──────── RECORDS FOR THE EXERCISE ────────

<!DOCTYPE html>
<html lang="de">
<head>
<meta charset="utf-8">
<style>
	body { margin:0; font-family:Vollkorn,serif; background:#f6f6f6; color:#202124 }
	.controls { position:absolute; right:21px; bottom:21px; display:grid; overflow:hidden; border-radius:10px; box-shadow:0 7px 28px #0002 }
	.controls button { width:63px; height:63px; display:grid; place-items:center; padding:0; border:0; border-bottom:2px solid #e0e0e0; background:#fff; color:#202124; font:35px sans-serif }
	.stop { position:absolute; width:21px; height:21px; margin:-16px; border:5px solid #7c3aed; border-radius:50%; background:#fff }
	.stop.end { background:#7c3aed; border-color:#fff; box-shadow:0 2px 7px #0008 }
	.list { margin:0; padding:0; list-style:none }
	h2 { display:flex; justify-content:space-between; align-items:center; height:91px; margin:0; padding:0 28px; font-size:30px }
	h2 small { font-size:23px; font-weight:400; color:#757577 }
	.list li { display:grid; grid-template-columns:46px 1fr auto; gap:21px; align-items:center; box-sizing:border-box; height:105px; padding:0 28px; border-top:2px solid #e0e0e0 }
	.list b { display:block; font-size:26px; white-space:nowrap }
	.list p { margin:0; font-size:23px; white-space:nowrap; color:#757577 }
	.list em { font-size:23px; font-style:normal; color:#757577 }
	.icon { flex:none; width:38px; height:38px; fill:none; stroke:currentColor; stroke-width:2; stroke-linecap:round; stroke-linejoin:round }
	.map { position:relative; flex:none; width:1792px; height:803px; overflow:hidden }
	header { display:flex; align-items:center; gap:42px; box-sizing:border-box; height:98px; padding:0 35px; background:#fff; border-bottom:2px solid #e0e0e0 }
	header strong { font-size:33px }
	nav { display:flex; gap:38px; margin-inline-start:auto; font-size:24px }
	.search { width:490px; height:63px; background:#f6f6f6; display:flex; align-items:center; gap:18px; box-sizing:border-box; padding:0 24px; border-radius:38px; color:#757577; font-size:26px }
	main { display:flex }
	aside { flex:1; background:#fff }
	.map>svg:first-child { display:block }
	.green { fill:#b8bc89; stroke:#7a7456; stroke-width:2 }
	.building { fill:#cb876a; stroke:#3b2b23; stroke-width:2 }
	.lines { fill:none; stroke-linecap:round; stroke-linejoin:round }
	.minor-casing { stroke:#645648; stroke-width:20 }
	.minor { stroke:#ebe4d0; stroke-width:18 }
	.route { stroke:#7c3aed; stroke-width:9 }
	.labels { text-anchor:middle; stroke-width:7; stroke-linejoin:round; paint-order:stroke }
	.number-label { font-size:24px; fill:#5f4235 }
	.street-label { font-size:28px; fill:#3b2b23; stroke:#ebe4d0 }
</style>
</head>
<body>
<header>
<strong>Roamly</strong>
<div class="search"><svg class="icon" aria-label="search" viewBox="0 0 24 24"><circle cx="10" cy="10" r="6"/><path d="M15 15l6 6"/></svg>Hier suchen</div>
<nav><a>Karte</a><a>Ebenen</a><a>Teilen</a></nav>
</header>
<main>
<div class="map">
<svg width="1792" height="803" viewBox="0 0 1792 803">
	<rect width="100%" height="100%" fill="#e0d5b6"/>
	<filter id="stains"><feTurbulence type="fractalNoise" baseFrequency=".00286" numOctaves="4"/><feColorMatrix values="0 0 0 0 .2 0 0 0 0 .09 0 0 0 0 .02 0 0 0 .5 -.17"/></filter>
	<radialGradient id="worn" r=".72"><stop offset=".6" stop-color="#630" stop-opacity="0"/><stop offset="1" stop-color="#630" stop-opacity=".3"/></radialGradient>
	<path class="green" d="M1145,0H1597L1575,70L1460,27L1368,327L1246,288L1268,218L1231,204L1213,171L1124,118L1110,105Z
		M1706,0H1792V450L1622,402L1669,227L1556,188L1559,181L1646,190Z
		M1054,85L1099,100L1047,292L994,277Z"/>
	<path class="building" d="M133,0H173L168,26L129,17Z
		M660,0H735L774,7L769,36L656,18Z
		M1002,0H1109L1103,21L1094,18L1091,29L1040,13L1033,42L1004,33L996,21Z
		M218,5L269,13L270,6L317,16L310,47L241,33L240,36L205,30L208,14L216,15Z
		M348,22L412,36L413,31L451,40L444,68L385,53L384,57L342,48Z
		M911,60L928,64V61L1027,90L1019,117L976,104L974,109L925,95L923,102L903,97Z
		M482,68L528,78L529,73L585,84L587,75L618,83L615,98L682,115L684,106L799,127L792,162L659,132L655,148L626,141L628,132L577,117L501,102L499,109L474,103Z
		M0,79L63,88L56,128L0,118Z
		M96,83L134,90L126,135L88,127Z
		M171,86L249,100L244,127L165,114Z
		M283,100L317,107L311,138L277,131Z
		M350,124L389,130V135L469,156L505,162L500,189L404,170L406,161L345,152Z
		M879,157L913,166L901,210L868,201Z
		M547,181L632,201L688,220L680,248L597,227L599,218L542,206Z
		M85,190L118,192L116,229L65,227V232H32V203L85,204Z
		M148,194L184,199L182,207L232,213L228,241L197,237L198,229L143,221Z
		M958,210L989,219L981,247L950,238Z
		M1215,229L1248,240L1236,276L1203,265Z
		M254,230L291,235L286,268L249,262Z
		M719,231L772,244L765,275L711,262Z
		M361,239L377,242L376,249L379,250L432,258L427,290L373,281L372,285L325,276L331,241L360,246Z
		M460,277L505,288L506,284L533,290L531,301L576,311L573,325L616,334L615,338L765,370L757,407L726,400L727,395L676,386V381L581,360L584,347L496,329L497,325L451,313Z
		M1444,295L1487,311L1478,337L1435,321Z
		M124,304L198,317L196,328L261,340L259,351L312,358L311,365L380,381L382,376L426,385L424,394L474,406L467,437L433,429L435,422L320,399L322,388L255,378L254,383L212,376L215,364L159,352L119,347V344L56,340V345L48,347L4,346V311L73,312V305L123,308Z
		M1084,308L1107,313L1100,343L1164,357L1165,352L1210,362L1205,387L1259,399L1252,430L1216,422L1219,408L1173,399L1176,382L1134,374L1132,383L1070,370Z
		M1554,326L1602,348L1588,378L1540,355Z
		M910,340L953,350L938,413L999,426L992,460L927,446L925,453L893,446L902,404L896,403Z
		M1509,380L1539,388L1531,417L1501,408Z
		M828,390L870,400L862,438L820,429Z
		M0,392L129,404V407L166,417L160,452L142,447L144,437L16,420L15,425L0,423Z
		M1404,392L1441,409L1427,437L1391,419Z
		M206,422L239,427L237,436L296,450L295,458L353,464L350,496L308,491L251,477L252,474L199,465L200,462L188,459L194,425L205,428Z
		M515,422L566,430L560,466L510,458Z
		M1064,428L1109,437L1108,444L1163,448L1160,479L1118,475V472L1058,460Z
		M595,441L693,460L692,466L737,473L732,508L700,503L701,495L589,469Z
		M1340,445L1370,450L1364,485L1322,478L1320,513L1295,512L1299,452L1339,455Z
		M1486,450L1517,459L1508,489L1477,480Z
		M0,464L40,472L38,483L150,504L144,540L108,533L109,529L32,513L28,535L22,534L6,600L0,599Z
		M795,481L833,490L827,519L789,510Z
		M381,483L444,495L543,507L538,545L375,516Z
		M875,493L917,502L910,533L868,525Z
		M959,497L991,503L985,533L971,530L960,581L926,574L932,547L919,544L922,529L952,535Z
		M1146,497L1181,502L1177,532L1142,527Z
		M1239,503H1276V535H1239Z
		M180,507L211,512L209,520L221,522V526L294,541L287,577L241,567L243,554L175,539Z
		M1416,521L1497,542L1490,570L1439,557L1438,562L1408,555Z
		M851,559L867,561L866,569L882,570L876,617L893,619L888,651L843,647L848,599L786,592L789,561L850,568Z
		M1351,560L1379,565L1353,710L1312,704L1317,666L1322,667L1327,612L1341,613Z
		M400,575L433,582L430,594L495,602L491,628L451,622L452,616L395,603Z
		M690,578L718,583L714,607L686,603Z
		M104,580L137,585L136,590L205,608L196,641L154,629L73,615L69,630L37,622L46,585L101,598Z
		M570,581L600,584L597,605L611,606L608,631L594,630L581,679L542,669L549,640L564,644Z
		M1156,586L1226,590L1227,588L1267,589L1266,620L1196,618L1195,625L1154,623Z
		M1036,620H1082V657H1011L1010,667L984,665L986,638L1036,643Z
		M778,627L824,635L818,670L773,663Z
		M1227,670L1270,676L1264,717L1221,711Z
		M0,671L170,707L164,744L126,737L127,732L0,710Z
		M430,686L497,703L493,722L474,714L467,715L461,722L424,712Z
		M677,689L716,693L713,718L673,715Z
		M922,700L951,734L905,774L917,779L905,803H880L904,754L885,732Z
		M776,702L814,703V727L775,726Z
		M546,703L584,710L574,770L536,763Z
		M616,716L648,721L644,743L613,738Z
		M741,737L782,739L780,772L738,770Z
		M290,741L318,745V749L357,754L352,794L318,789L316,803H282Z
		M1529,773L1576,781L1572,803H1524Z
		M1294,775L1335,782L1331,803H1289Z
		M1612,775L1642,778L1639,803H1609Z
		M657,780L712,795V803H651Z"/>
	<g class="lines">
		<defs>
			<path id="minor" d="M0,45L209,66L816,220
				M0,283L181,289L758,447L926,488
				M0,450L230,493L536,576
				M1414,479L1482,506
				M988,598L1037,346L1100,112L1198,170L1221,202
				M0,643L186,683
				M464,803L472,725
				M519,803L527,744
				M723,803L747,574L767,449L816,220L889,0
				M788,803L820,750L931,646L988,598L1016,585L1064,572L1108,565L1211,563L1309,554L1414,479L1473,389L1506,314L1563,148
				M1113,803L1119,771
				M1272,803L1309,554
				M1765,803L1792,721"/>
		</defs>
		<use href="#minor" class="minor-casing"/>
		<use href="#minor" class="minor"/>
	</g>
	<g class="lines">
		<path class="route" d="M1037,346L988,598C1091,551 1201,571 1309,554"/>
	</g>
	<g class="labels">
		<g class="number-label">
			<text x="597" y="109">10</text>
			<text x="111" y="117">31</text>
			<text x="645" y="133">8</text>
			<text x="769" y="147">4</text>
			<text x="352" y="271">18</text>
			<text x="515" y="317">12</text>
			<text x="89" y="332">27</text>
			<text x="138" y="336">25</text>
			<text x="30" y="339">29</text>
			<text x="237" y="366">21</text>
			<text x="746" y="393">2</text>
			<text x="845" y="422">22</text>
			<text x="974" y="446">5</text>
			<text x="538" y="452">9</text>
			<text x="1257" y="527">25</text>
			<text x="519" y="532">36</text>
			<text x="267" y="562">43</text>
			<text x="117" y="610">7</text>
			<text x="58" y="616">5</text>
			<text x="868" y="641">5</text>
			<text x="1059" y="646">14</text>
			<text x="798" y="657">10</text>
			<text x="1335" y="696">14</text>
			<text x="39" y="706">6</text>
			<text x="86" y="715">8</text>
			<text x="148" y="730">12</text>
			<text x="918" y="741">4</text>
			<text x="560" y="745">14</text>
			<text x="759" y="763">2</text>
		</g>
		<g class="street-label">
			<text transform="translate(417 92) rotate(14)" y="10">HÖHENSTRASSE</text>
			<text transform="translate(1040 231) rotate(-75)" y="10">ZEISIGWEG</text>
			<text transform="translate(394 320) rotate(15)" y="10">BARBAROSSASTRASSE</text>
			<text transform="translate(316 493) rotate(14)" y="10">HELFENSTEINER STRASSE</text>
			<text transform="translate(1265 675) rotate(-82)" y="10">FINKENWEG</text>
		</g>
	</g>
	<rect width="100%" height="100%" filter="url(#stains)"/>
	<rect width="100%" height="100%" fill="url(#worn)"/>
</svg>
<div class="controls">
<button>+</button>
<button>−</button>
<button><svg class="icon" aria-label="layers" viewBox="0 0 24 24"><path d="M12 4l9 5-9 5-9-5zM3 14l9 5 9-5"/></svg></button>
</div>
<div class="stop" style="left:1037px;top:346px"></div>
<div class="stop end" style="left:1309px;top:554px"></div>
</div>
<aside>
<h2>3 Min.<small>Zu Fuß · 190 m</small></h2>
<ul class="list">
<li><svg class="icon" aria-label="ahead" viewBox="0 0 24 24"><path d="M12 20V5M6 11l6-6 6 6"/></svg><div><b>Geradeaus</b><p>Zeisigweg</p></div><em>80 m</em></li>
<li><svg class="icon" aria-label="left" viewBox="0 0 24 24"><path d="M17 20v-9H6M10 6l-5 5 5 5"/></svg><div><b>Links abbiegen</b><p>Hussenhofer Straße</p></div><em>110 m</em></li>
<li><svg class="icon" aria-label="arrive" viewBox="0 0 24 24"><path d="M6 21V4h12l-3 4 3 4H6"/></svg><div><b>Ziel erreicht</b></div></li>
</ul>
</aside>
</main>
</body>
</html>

────────

AIM OF THE TASK –
Whenever the string "worn" turns up in a line of the data, copy that line.

ANSWER SPACE –
	<radialGradient id="worn" r=".72"><stop offset=".6" stop-color="#630" stop-opacity="0"/><stop offset="1" stop-color="#630" stop-opacity=".3"/></radialGradient>
	<rect width="100%" height="100%" fill="url(#worn)"/>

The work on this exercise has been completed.